Solvang, California, began as a Danish settlement in 1911. The architecture is strikingly European with cross-beamed timbers and thatched roofing. Only ten percent of the people living in Solvang today, in the midst of Santa Barbara’s wine country, claim Danish ancestry but the small town is known as being more Danish than Denmark.
The Little Mermaid, a copy of the statue in Copenhagen, greets visitors on the main street. A sculpture of Hans Christian Andersen overlooks a public gathering place. Hanging flowers, courtyards, windmills, small shops, bakeries, and restaurants create an atmosphere of coziness and contentment or, as the Danes describe it, hygge.
There is no better way to create the feeling of hygge than by relaxing with friends, lingering over a meal. Solvang offers a smorgasbord of food experiences, from traditional and 21st century Danish to American, Mexican, Italian, Japanese, Chinese and more.
In the early mornings, the warm sweet scent of fresh baking drifts along the downtown sidewalks.
Five long-established Danish bakeries prepare butter cookies, shortbreads, éclairs, strudels, macaroons, almond butter rings, danishes and other flaky wonderful-with-coffee pastries.
In The Solvang Restaurant, Danish proverbs decorate interior beams. Booths are embellished with the crests of Danish villages. Known for authentic sausage and meatball dishes made from family recipes, the restaurant also has a busy takeout window. Customers line up for aebleskiver, pancake batter griddled into golden balls and smothered with raspberry jam.
The restaurant owner, Jeff Paaske, has personally made over one million of the sweet treats. He demonstrates his method to anyone interested in learning.
Ingeborg’s is a chocolate factory, candy store, and ice cream parlor that continues to create chocolate according to the recipes established by Ingeborg herself in 1962.
Ingeborg’s single purpose of making people happy influences the preparation of new flavors like sea salt caramel, newer presentations like orange sticks and chocolate covered marzipan loaves.
The small 1960s conveyer belt in the back room conjures up visions of Lucille Ball’s stint in a chocolate factory. Long-time employees and owner Kim Jensen laugh at the mention of her name and point to a faded photo of their favorite chocolatier.
The most popular item at the ice cream counter is the Old Fashioned Root Beer Float. The most intriguing, The Great Dane, with vanilla ice cream, pineapple or strawberry jam, and flodebolle, a marshmallow and vanilla wafer smothered by Ingeborg’s chocolate. The candy corner offers a huge selection of serious licorice and other Dutch and Danish candies.
The menu at Bacon & Brine changes every day but always includes pork prepared and presented in a myriad of ways. Smoked. Brined. Grilled. Chef Pink is committed to using local, organic vegetables and organic grass fed, pasture raised animals. Co-owner Courtney Rae DeLongpré introduces fermented flavors to the mix.
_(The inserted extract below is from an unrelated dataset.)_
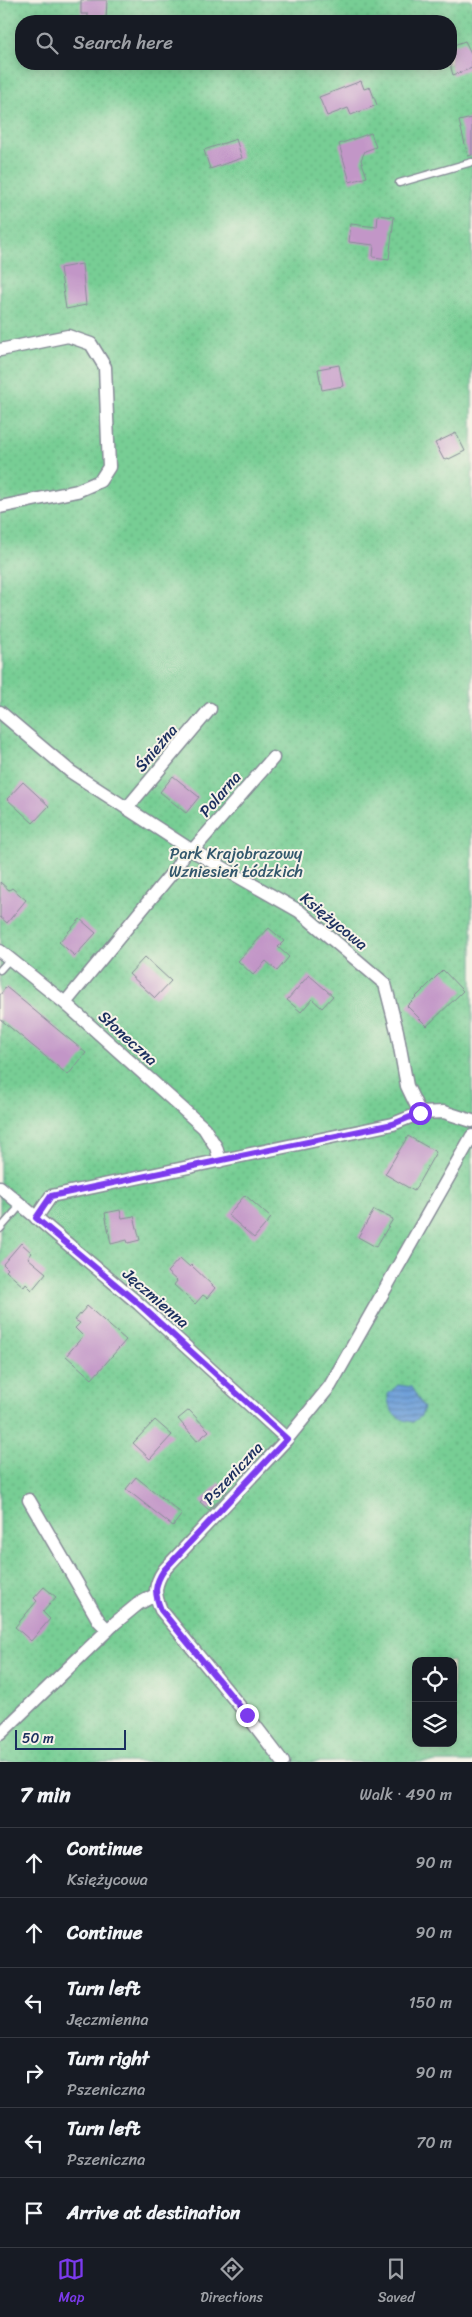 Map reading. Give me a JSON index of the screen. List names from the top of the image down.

She believes that the American diet lacks fermented food that is so important to proper digestion.
Chef Pink and Courtney Rae create sandwiches like Mo’ Better Grilled Cheese with house bacon, sharp cheddar, pickled mustard seed, and black kale, Wild ‘n Smokey oak-smoked pork shoulder with brined wild greens, onions, heirloom garlic aioli and Tête a Tête with traditional Parisian head cheese, herbs, mustard, figs, apples and parsley.
Customers take home bacon jam, apple rosemary kraut, and spicy brined celery. These two entrepreneurs intend changing lives one bite at a time.
At Chomp, kids, or anyone who feels like a kid, can draw on a blackboard, slide up to soda fountain stools at the counter, or slip into a booth.
The diner is 50s-style with rock and roll music, thick milk shakes, burgers, and fries.
The diner is also trendy. The Caprese burger stacks fragrant basil leaves with sliced tomatoes, hamburger patty, and fresh mozzarella.
The Greenhouse Café is a Nordic bistro that reflects a Danish food renaissance. New twists are put on old Danish food styles. Aaron and Elsemarie Petersen understand that food is a means of keeping their heritage alive.
Their house specialty is smorrebrod, Danish open-faced sandwiches where attention is paid to flavor, texture, and eye appeal. The Open Faced Combination plate is loaded with thinly sliced roast beef, sliced pork meatballs, potato salad, dark pumpernickel bread, havarti cheese, pickled cucumber, and red cabbage garnished with delicate deep fried onions, sweet seedy Danish mustard and horseradish.
Those settlers that broke ground in California in the early 1900s in order to preserve their Danish culture have succeeded. Visitors to Solvang can breathe in the aroma of freshly baked Danish pastries and take-in the historic architecture. As they discover cozy corners, experience Solvang’s hospitality, and find a place to linger over a meal with friends, hygge lives on.